##### The input #####

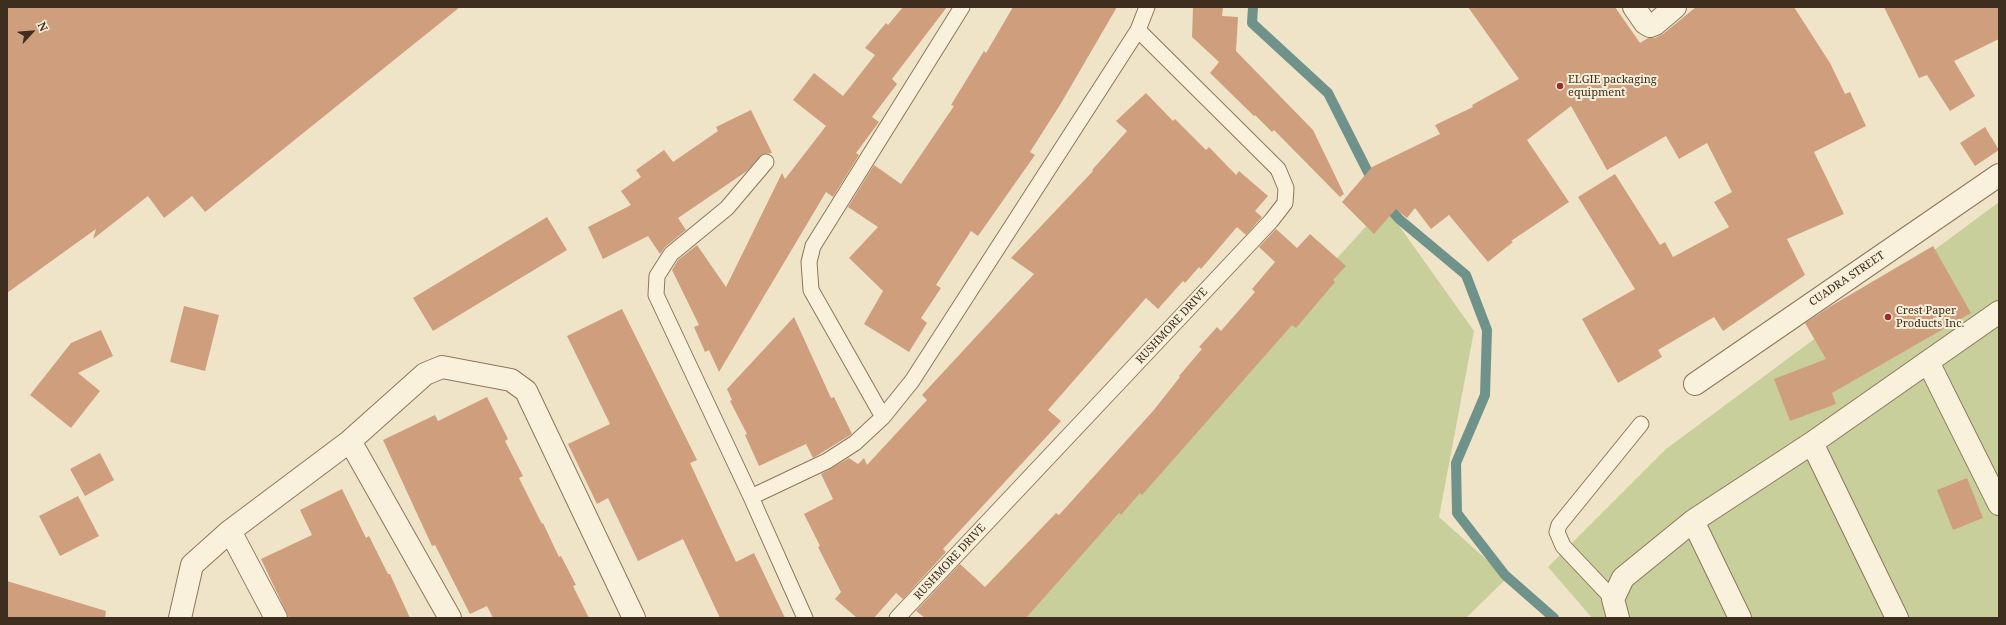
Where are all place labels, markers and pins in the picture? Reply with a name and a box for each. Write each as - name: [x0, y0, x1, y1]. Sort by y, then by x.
- place label: ELGIE packaging equipment: [1568, 73, 1657, 99]
- marker: ELGIE packaging equipment: [1555, 81, 1565, 91]
- place label: Crest Paper Products Inc.: [1896, 304, 1964, 330]
- marker: Crest Paper Products Inc.: [1883, 312, 1893, 322]

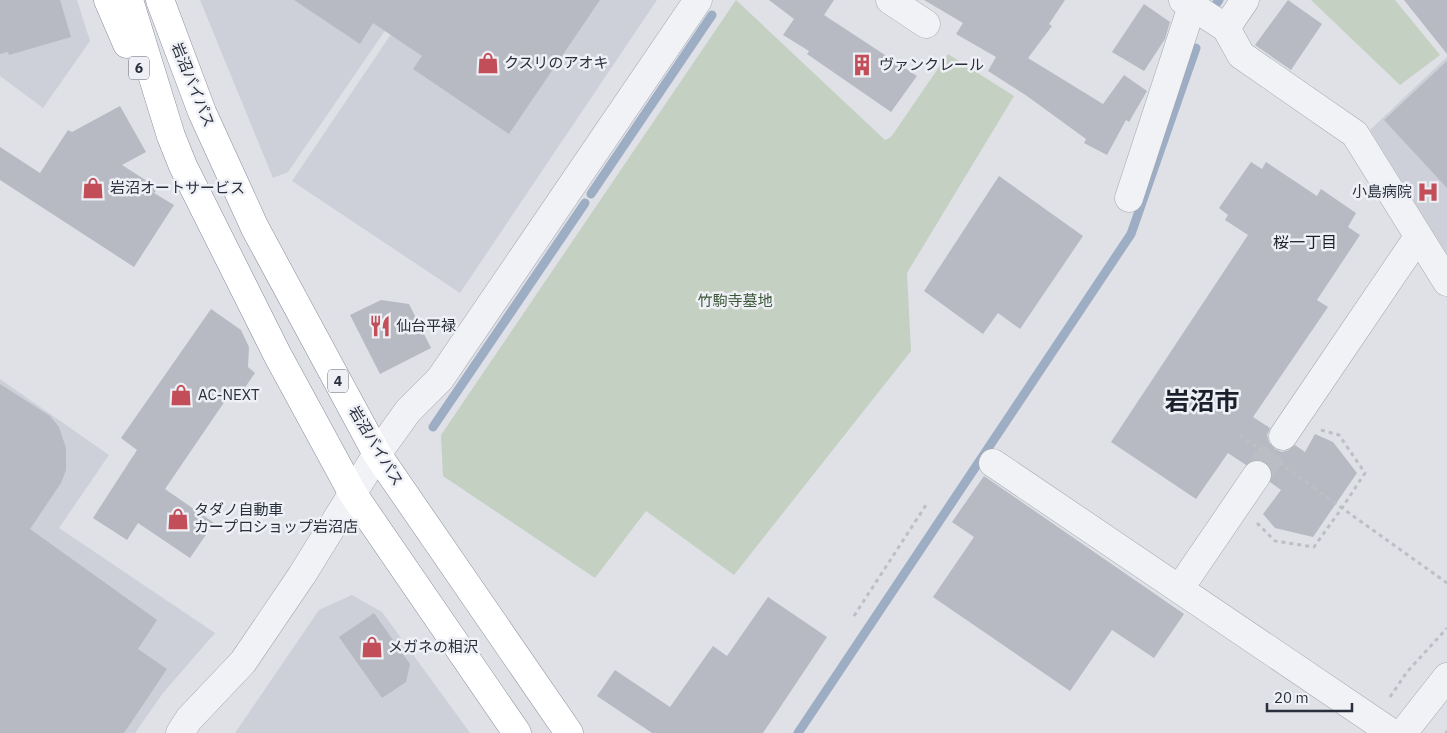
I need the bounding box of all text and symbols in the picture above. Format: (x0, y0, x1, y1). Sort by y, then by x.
street label: 岩沼バイパス (168, 40, 219, 130)
shop icon: クスリのアオキ (475, 50, 501, 76)
building icon: ヴァンクレール (849, 52, 875, 78)
place label: クスリのアオキ (504, 53, 609, 72)
place label: ヴァンクレール (879, 55, 984, 74)
road number: 6 (129, 56, 149, 80)
shop icon: 岩沼オートサービス (80, 175, 106, 201)
place label: 岩沼オートサービス (110, 178, 245, 197)
hospital icon: 小島病院 (1415, 179, 1441, 205)
place label: 小島病院 (1352, 182, 1412, 201)
district label: 桜一丁目 (1273, 232, 1337, 252)
park label: 竹駒寺墓地 (697, 291, 773, 310)
restaurant icon: 仙台平禄 (367, 313, 393, 339)
place label: 仙台平禄 (396, 316, 456, 335)
road number: 4 (328, 370, 348, 392)
shop icon: AC-NEXT (168, 382, 194, 408)
district label: 岩沼市 (1164, 384, 1240, 417)
place label: AC-NEXT (198, 385, 260, 404)
street label: 岩沼バイパス (345, 402, 408, 489)
place label: タダノ自動車 カープロショップ岩沼店 (194, 500, 358, 536)
shop icon: タダノ自動車 カープロショップ岩沼店 (165, 506, 191, 532)
shop icon: メガネの相沢 (359, 634, 385, 660)
place label: メガネの相沢 (388, 637, 478, 656)
scale bar (1267, 680, 1352, 712)
text: 20 m (1274, 688, 1309, 707)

#####

* _What is being asked_
Would you please set down the data above again exactly, without its pictures?

* _Response_
Where are all place labels, markers and pins in the picture? Reply with a name and a box for each. Write each as - name: [x0, y0, x1, y1]. Sort by y, then by x.
- place label: ELGIE packaging equipment: [1568, 73, 1657, 99]
- marker: ELGIE packaging equipment: [1555, 81, 1565, 91]
- place label: Crest Paper Products Inc.: [1896, 304, 1964, 330]
- marker: Crest Paper Products Inc.: [1883, 312, 1893, 322]

I need the bounding box of all text and symbols in the picture above. Format: (x0, y0, x1, y1). Sort by y, then by x.
street label: 岩沼バイパス (168, 40, 219, 130)
shop icon: クスリのアオキ (475, 50, 501, 76)
building icon: ヴァンクレール (849, 52, 875, 78)
place label: クスリのアオキ (504, 53, 609, 72)
place label: ヴァンクレール (879, 55, 984, 74)
road number: 6 (129, 56, 149, 80)
shop icon: 岩沼オートサービス (80, 175, 106, 201)
place label: 岩沼オートサービス (110, 178, 245, 197)
hospital icon: 小島病院 (1415, 179, 1441, 205)
place label: 小島病院 (1352, 182, 1412, 201)
district label: 桜一丁目 (1273, 232, 1337, 252)
park label: 竹駒寺墓地 (697, 291, 773, 310)
restaurant icon: 仙台平禄 (367, 313, 393, 339)
place label: 仙台平禄 (396, 316, 456, 335)
road number: 4 (328, 370, 348, 392)
shop icon: AC-NEXT (168, 382, 194, 408)
district label: 岩沼市 (1164, 384, 1240, 417)
place label: AC-NEXT (198, 385, 260, 404)
street label: 岩沼バイパス (345, 402, 408, 489)
place label: タダノ自動車 カープロショップ岩沼店 (194, 500, 358, 536)
shop icon: タダノ自動車 カープロショップ岩沼店 (165, 506, 191, 532)
shop icon: メガネの相沢 (359, 634, 385, 660)
place label: メガネの相沢 (388, 637, 478, 656)
scale bar (1267, 680, 1352, 712)
text: 20 m (1274, 688, 1309, 707)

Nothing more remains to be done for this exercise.